The Albums of 2013 (#2): Steve Mason – Monkey Minds in the Devil's Time (Double Six)
Across a year of austerity budgets, fracking controversies and seemingly endless state surveillance revelations, the anger and frustration that structures Monkey Minds in the Devil’s Time has rarely been far from thoughts or headlines. With his sails filled by a zeitgeist wind of change, Steve Mason’s follow-up to 2010's Boys Outside saw the ex-Beta Band frontman bare and sharpen his iconoclastic edge, calling out complacency and corruption and encouraging others to do the same – which, in a popular music landscape largely allergic to explicit political engagement, ensured he spent 2013 proudly standing out from the crowd.
Whether turning festival stages into politician-bashing soapboxes or using promotional interviews to expound his thesis of social change via open dialogue, Mason tackled head-on a subject all too often viewed askance or bathed in metaphor – in itself, enough to mark Monkey Minds… as one of the year’s key releases. That all this heartfelt polemic came attached to some of the most rousing, refined and inspired music of his career – integrating influences from hip-hop to gospel to dub – didn’t hurt either.
"The intention of this record was to start a conversation about where we are and what we’re facing" – Steve Mason
Calling to congratulate Mason on his high placing in our albums of the year poll, he takes the opportunity to recapitulate the record’s impetus and message, whilst reflecting on its reception. When we previously spoke in March, ahead of the album’s release, Mason had noted that political concept albums are “fraught with problems,” remarking that “many have gone down that route before and failed." He must therefore be pleased, we suggest, at the nimble way in which Monkey Minds… has bucked the trend? “Yeah, absolutely,” he replies, speaking from his tour bus en route to his final live dates of the year. “For me personally, making a record after Boys Outside was quite intimidating because I thought that was one of the best records I’d ever made. And once I realised what I wanted to do – that is, make a political concept album – that became a worry in itself, because people have massive preconceptions about any kind of music and politics connection. So for it to be so well received by people who like what I do, from radio stations like 6 Music and independent record shops and obviously magazines like The Skinny, has been really heart-warming to be honest. And it’s meant that people have been asking me about my politics, so it’s involved a huge amount of dialogue – which was really the intention of the record anyway: to start a conversation about where we are and what we’re facing.”

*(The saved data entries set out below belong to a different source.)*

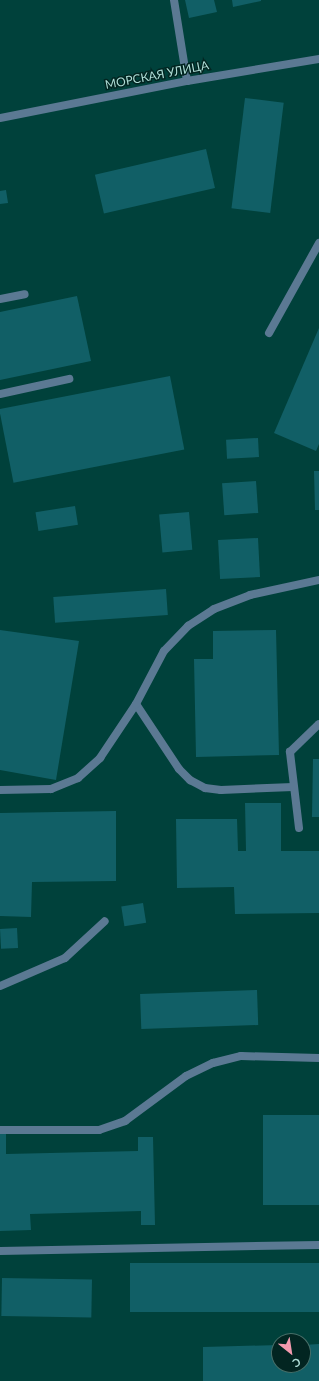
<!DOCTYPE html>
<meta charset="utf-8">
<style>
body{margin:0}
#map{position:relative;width:319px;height:1381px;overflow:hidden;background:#00413b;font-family:Lato,sans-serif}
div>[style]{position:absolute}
.building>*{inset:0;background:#115f66;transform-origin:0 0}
.service>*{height:8px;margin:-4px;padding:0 4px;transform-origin:4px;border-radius:4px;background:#5b7993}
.minor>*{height:8px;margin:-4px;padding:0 4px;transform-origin:4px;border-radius:4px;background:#5b7993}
span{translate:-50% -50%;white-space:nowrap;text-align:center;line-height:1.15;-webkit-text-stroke:3px #022521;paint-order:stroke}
.street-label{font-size:12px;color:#aeddd6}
.north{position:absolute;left:271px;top:1333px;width:40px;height:40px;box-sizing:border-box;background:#022521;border:1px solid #476f69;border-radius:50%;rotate:150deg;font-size:11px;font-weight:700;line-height:16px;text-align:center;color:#aeddd6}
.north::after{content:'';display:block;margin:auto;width:14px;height:18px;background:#f29aae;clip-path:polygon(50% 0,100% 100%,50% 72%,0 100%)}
</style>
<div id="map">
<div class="building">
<div style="clip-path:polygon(185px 0,214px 0,217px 12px,189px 18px)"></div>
<div style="clip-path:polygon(232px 0,261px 0,261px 1px,233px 7px)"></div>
<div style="left:245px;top:98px;width:39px;height:111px;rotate:7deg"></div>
<div style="left:206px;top:149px;width:40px;height:114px;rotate:77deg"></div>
<div style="clip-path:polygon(6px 190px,8px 203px,0 204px,0 191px)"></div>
<div style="clip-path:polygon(77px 296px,91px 361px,0 380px,0 312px)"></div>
<div style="clip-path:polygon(319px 328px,319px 444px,316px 451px,274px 433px)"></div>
<div style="left:170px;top:376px;width:75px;height:174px;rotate:79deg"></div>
<div style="left:258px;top:438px;width:19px;height:32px;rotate:87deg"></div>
<div style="clip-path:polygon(314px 471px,319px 471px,319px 510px,315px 510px)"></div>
<div style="left:256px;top:481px;width:32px;height:34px;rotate:86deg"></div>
<div style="left:75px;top:506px;width:19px;height:40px;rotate:81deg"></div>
<div style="left:189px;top:512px;width:38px;height:30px;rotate:85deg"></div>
<div style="left:258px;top:538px;width:39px;height:40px;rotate:87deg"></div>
<div style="left:166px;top:589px;width:26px;height:113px;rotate:86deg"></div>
<div style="clip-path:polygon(0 630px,79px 641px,56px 780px,0 770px)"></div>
<div style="clip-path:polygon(276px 630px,279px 755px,196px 757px,194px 659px,213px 659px,213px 631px)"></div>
<div style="clip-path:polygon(313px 759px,319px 759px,319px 817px,312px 817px)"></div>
<div style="clip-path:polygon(245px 803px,281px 803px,281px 851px,319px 851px,319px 913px,235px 914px,234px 887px,177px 888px,176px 819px,237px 819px,238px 851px,246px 851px)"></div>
<div style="clip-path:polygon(116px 811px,116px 881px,32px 882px,31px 917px,0 916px,0 813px)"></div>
<div style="left:143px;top:903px;width:20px;height:22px;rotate:81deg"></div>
<div style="left:17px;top:928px;width:20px;height:17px;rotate:87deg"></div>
<div style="left:257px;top:990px;width:35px;height:117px;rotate:88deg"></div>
<div style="left:263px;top:1115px;width:56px;height:90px"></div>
<div style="clip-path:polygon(0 1134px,6px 1134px,6px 1154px,138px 1151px,138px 1137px,153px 1137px,155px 1225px,141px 1225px,141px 1211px,30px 1214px,31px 1230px,0 1231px)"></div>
<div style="left:319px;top:1263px;width:49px;height:189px;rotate:90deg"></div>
<div style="left:2px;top:1278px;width:90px;height:38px;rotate:1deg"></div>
<div style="clip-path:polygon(319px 1344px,319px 1381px,203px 1381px,203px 1347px,279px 1345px,279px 1365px,303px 1365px,303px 1345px)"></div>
</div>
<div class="service">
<div style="left:174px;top:0;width:82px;rotate:80.9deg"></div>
<div style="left:0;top:299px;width:25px;rotate:-11deg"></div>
<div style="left:269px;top:333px;width:103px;rotate:-60.9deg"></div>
<div style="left:0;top:394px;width:71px;rotate:-12.3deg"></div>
<div style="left:136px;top:704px;width:78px;rotate:56.5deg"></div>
<div style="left:179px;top:769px;width:16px;rotate:45deg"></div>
<div style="left:190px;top:780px;width:17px;rotate:28deg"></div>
<div style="left:205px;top:788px;width:16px;rotate:7deg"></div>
<div style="left:221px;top:790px;width:72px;rotate:-2.4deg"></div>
<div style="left:0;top:790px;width:51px;rotate:-1.1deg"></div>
<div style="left:51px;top:789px;width:29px;rotate:-22deg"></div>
<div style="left:78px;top:778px;width:30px;rotate:-42deg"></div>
<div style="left:100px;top:758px;width:65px;rotate:-56.3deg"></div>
<div style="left:136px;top:704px;width:60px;rotate:-62.2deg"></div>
<div style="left:164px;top:651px;width:35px;rotate:-46deg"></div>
<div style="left:188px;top:626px;width:31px;rotate:-33deg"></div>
<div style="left:214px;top:609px;width:39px;rotate:-21deg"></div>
<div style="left:250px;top:595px;width:71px;rotate:-12.3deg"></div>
<div style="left:299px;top:828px;width:77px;rotate:-96.8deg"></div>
<div style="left:290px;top:752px;width:40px;rotate:-44deg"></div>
<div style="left:0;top:986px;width:71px;rotate:-23.3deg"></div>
<div style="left:65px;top:958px;width:54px;rotate:-42.8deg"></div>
<div style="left:0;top:1130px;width:99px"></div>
<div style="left:99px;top:1130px;width:28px;rotate:-19deg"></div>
<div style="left:125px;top:1121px;width:76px;rotate:-36.4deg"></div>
<div style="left:186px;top:1076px;width:30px;rotate:-26deg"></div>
<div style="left:213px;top:1063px;width:29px;rotate:-14deg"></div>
<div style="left:241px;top:1056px;width:78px;rotate:1.5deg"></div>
<div style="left:0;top:1251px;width:319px;rotate:-1.1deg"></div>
</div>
<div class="minor">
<div style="left:0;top:118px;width:191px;rotate:-11.2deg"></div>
<div style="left:187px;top:81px;width:134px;rotate:-9.5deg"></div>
</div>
<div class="street-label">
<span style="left:157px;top:75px;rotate:-11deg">МОРСКАЯ УЛИЦА</span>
</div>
<div class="north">С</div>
</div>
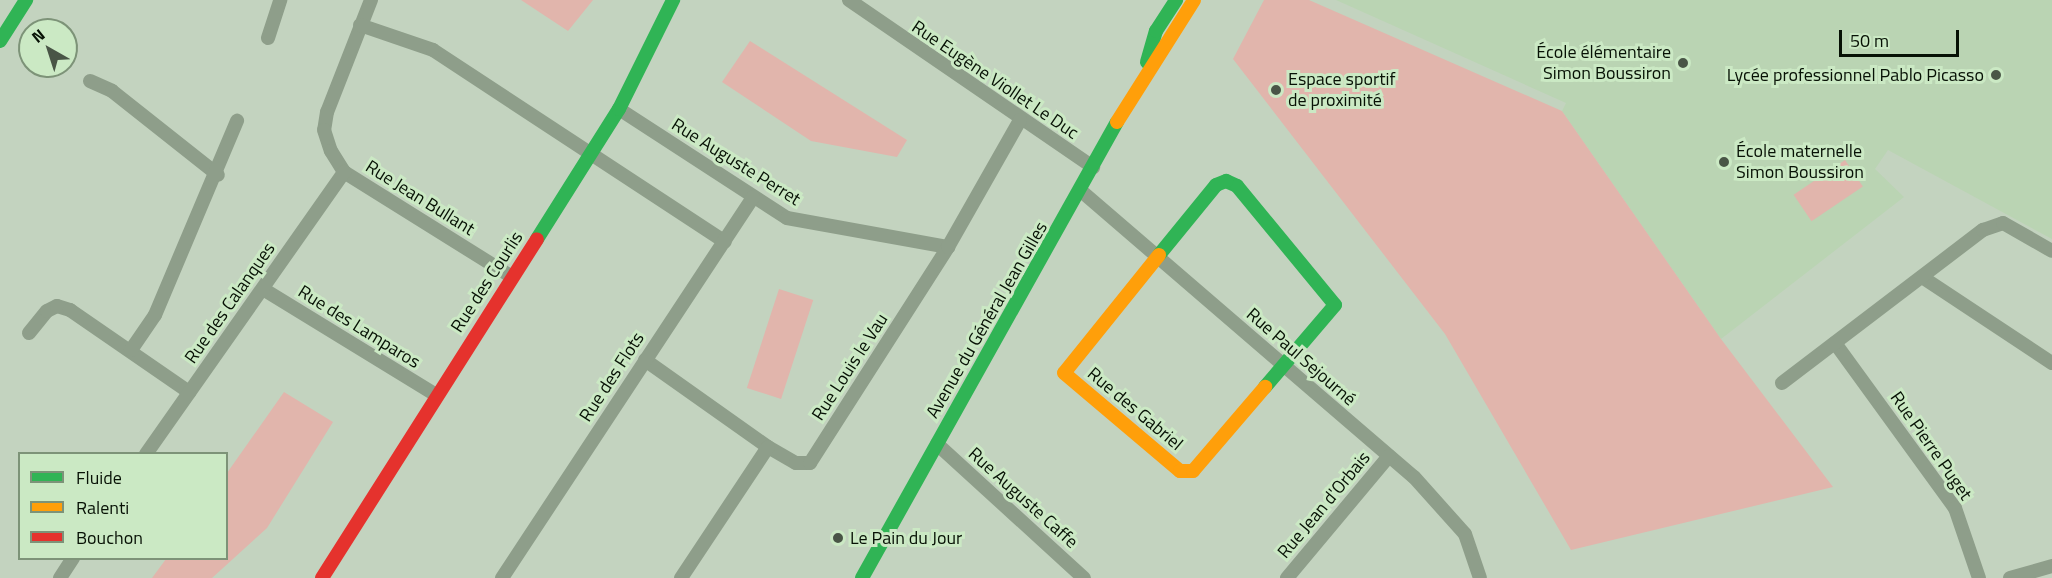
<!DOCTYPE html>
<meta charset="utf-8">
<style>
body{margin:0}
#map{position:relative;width:2052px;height:578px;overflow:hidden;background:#c3d3bf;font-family:"Titillium Web",sans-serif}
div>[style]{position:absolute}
.built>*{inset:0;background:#bad4b3}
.green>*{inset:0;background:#e1b5ac;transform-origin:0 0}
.street>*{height:14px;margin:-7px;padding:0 7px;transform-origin:7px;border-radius:7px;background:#8e9e8a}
.fast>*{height:14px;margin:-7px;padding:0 7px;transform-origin:7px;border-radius:7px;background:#30b455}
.slow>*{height:14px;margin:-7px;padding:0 7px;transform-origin:7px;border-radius:7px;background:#ff9f0a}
.jam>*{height:14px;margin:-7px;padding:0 7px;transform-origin:7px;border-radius:7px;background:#e5322d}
.dots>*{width:16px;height:16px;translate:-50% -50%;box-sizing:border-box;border:3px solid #cbe9c4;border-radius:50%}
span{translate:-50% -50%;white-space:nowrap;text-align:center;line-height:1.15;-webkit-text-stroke:6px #cbe9c4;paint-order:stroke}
.poi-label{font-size:18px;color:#071105}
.right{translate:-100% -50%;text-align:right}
.left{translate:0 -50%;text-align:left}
.street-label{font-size:18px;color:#071105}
.legend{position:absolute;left:18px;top:452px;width:210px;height:108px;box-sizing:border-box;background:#cbe9c4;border:2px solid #7d9378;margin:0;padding:8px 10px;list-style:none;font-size:18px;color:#071105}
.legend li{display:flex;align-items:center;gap:12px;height:30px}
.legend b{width:30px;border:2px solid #7d9378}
.north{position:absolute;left:18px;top:18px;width:60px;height:60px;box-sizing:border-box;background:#cbe9c4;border:2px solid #7d9378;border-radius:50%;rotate:321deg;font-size:16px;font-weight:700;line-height:24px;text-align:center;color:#071105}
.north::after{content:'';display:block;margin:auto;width:21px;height:27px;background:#495546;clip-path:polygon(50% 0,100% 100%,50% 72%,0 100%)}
.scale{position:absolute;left:1839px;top:30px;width:120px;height:27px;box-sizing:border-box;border:3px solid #071105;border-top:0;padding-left:8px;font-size:18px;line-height:21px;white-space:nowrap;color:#071105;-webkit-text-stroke:4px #cbe9c4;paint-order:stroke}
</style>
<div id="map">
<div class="built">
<i style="clip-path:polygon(1336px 0,2052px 0,2052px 239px,1888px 150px,1875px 169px,1904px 197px,1721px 339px,1562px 111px,1566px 103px)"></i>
</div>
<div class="green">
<i style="clip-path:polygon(521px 0,593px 0,568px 31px)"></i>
<i style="clip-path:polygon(1264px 0,1309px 0,1562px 111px,1721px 339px,1833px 487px,1571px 550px,1445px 334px,1233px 59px)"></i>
<i style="clip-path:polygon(750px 41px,907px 140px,897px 157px,811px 141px,722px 82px)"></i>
<i style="left:1845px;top:160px;width:32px;height:62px;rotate:56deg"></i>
<i style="left:779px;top:289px;width:36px;height:104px;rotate:18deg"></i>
<i style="clip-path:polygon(284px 392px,333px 422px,267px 528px,212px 578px,152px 578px,166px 559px,226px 558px,227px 473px)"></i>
</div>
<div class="street">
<i style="left:371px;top:0;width:120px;rotate:111.4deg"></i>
<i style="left:327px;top:112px;width:18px;rotate:99deg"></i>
<i style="left:324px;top:130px;width:22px;rotate:72deg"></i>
<i style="left:331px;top:151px;width:25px;rotate:58deg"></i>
<i style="left:344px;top:172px;width:198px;rotate:32deg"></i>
<i style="left:849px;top:0;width:296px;rotate:34.4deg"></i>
<i style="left:360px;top:25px;width:77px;rotate:18.9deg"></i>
<i style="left:433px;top:50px;width:349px;rotate:33.3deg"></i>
<i style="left:268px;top:38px;width:40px;rotate:-72deg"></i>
<i style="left:90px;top:81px;width:24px;rotate:24deg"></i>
<i style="left:112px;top:91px;width:135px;rotate:38.4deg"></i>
<i style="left:619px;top:109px;width:200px;rotate:33deg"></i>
<i style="left:787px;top:218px;width:164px;rotate:10.2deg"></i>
<i style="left:1080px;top:190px;width:440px;rotate:40.7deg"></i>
<i style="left:1414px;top:477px;width:76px;rotate:48.2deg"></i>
<i style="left:1465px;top:534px;width:46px;rotate:71.2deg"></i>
<i style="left:1922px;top:277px;width:156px;rotate:33.5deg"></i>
<i style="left:263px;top:289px;width:203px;rotate:31.5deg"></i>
<i style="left:29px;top:333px;width:28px;rotate:-51deg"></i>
<i style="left:47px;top:311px;width:11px;rotate:-27deg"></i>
<i style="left:57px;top:306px;width:14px;rotate:17deg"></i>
<i style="left:70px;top:310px;width:145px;rotate:34.6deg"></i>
<i style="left:1835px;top:343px;width:204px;rotate:54deg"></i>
<i style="left:1955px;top:508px;width:74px;rotate:71.1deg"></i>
<i style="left:131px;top:350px;width:42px;rotate:-55.6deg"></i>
<i style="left:155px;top:315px;width:211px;rotate:-67.1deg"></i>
<i style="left:645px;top:360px;width:151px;rotate:35.3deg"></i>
<i style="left:768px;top:447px;width:32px;rotate:30deg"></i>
<i style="left:796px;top:463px;width:14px"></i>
<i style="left:810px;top:463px;width:256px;rotate:-57.4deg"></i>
<i style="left:948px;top:247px;width:146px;rotate:-60.4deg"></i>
<i style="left:1782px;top:383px;width:253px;rotate:-37.3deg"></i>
<i style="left:1983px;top:230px;width:21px;rotate:-19deg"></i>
<i style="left:2003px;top:223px;width:56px;rotate:29.7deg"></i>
<i style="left:937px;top:444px;width:199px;rotate:42.4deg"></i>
<i style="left:146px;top:454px;width:345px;rotate:-54.9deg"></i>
<i style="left:60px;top:578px;width:24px;rotate:-57deg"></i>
<i style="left:502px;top:578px;width:456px;rotate:-56.6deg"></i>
<i style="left:681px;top:578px;width:157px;rotate:-56.4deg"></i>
<i style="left:1287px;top:578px;width:159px;rotate:-50.1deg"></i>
<i style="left:2010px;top:578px;width:44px;rotate:-15.9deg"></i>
</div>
<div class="fast">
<i style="left:0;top:41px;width:49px;rotate:-57.6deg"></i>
<i style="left:1147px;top:62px;width:32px;rotate:-74deg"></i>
<i style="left:1156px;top:31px;width:37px;rotate:-57deg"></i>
<i style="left:1226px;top:181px;width:12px;rotate:24deg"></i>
<i style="left:1237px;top:186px;width:154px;rotate:50.5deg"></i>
<i style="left:1335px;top:305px;width:108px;rotate:130.5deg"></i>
<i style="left:537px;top:239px;width:154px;rotate:-57.8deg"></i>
<i style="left:619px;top:109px;width:122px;rotate:-63.6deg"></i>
<i style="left:1159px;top:255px;width:90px;rotate:-50.8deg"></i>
<i style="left:1216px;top:185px;width:11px;rotate:-22deg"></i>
<i style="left:862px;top:578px;width:522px;rotate:-60.79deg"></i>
</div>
<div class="slow">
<i style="left:1117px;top:122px;width:144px;rotate:-57.7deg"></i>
<i style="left:1159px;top:255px;width:151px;rotate:128.8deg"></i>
<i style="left:1064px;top:373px;width:152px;rotate:40.2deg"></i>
<i style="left:1180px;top:471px;width:13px"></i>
<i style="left:1193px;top:471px;width:111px;rotate:-49.4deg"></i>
</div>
<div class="jam">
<i style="left:322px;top:578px;width:401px;rotate:-57.6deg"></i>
</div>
<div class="dots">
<i style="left:1683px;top:63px;background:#495546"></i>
<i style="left:1996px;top:75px;background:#495546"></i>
<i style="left:1276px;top:90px;background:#495546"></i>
<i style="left:1724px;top:162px;background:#495546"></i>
<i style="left:838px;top:538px;background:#495546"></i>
</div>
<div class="poi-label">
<span class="right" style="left:1671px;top:63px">École élémentaire<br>Simon Boussiron</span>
<span class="right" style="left:1984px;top:75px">Lycée professionnel Pablo Picasso</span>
<span class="left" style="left:1288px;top:90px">Espace sportif<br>de proximité</span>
<span class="left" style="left:1736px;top:162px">École maternelle<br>Simon Boussiron</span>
<span class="left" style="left:850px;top:538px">Le Pain du Jour</span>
</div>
<div class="street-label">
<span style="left:995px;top:80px;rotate:34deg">Rue Eugène Viollet Le Duc</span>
<span style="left:736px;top:162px;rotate:32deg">Rue Auguste Perret</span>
<span style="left:420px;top:198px;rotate:32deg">Rue Jean Bullant</span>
<span style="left:487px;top:282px;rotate:-57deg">Rue des Courlis</span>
<span style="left:230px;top:303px;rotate:-55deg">Rue des Calanques</span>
<span style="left:987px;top:320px;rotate:-60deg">Avenue du Général Jean Gilles</span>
<span style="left:359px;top:327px;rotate:32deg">Rue des Lamparos</span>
<span style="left:1301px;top:357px;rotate:41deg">Rue Paul Sejourné</span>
<span style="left:850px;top:367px;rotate:-57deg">Rue Louis le Vau</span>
<span style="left:612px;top:377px;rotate:-57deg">Rue des Flots</span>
<span style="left:1135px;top:409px;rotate:40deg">Rue des Gabriel</span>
<span style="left:1931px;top:446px;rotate:55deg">Rue Pierre Puget</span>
<span style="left:1023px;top:498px;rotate:42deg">Rue Auguste Caffe</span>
<span style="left:1324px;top:505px;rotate:-50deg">Rue Jean d'Orbais</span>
</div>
<ul class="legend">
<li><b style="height:8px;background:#30b455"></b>Fluide</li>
<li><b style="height:8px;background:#ff9f0a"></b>Ralenti</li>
<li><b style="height:8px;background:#e5322d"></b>Bouchon</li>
</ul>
<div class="north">N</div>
<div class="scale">50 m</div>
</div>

While the album’s overtly political elements are first to sear themselves in the listener’s consciousness, there’s more to Monkey Minds… than dissent and agitation, with the visceral, ire-infused likes of Fire (introduced live as “about being invited to Tony Blair’s house and strapping him to a chair and setting fire to him”) and Fight Them Back (a charged call for action against social oppression) only constituting a slither of its full range of emotional registers. Amidst the fomentation lies a softer impulse: optimism, conveyed through moments like From Hate We Hope’s spoken word interlude (“I remember looking at myself and thinking how amazing it is to be human, you know?”) and closer Come To Me’s tentative hopefulness, which ends the album with the words 'it’ll be alright.'
Such contrasts lend Monkey Minds... its three-dimensionality; it's not a flat protest placard, but a profoundly human morass of introspection and conflicting passions. “I think the whole thing, from it coming out till now, feels very positive,” continues Mason on the subject of the album’s reception. “People have understood it’s not some empty call for a pie in the sky revolution or something like that. They seem to understand that it’s genuine.”
To Mason’s mind, conviction is key. “I always make sure I have 100% belief in everything I put out,” he says, identifying the Beta Band’s maligned debut the sole exception. “That’s really, really important of an artist like me, because people expect it. Once artists like me – and I don’t mean just me, there are other artists doing similar things – but once we stop making music, I dread to think what will be left. All you’re going to be left with is people coming out of music colleges and stage schools and all that, and it’s not really art any more, it’s all made by committee. I find most of what I hear now very derivative and full of fake emotion – it just doesn’t feel real to me in any way. So I believe that it’s incredibly important to put every single drop of energy and belief into every record that I put out.” With Monkey Minds in the Devil's Time as evidence, we’re inclined to agree.